((

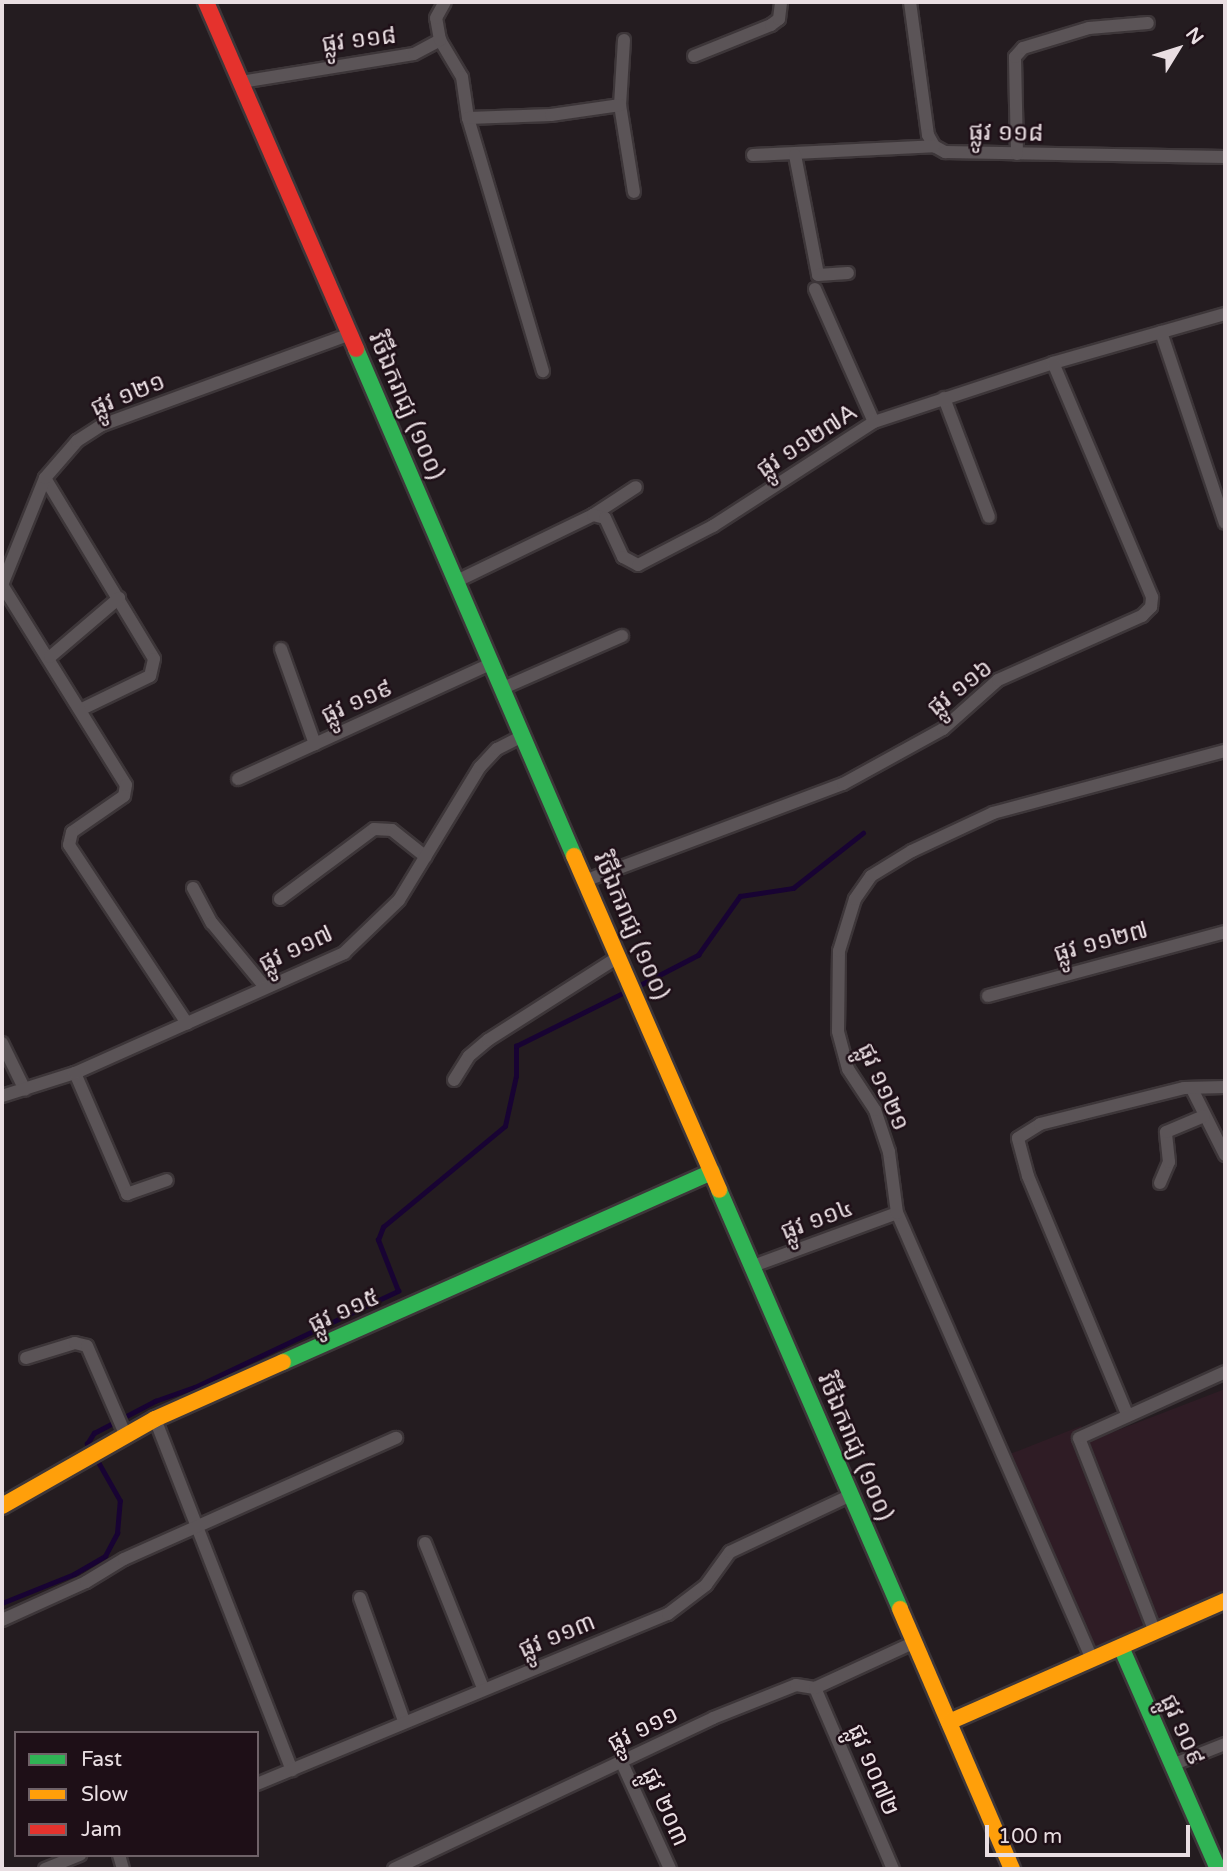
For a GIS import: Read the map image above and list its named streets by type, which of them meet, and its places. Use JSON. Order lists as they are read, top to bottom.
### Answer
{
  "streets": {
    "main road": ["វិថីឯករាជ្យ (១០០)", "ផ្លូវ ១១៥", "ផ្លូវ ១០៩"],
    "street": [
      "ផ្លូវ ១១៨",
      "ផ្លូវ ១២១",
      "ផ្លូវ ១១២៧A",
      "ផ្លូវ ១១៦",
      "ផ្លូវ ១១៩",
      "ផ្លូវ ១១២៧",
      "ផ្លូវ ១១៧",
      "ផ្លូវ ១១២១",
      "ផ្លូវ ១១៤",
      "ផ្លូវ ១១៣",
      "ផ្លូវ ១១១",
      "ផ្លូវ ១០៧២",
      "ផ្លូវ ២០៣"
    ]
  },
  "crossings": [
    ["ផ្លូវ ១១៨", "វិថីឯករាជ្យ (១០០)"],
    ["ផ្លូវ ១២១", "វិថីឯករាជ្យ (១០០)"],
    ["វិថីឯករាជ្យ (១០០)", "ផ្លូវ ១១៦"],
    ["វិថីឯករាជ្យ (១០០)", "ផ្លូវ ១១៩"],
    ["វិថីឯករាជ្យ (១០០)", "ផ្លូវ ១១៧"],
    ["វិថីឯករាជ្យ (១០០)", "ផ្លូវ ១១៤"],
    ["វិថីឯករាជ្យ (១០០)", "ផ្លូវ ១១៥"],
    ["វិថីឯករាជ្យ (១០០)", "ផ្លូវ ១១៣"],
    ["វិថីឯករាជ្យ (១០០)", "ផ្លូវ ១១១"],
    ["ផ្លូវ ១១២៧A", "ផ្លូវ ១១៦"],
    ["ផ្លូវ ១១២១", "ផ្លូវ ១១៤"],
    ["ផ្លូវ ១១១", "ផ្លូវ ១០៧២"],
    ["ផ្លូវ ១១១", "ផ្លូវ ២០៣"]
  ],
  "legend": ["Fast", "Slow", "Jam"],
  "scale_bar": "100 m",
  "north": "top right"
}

))
((

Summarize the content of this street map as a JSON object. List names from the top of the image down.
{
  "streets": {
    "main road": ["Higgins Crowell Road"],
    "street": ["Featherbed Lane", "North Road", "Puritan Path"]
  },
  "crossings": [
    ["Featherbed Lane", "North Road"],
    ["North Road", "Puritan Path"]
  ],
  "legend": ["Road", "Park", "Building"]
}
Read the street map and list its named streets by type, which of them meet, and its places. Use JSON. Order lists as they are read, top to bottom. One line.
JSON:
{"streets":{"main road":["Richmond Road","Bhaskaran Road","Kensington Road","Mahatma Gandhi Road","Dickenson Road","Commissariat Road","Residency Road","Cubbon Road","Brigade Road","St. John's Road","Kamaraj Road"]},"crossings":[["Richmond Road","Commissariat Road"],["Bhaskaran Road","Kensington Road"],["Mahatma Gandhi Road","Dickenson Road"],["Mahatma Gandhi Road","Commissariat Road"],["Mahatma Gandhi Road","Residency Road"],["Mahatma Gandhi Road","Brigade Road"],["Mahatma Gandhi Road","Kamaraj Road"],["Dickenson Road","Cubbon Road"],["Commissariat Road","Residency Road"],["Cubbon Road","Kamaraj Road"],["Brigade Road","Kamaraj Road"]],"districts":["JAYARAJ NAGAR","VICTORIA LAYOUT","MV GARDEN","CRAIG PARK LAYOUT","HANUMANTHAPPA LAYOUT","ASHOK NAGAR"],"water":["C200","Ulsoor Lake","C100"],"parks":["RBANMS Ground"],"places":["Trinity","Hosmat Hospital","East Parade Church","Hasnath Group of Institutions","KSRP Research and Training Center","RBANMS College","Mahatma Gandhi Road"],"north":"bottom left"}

))

* **What to work on**
Going line by line through the listing above, count those that contain "which" and give only the result.

* **Written solution**
2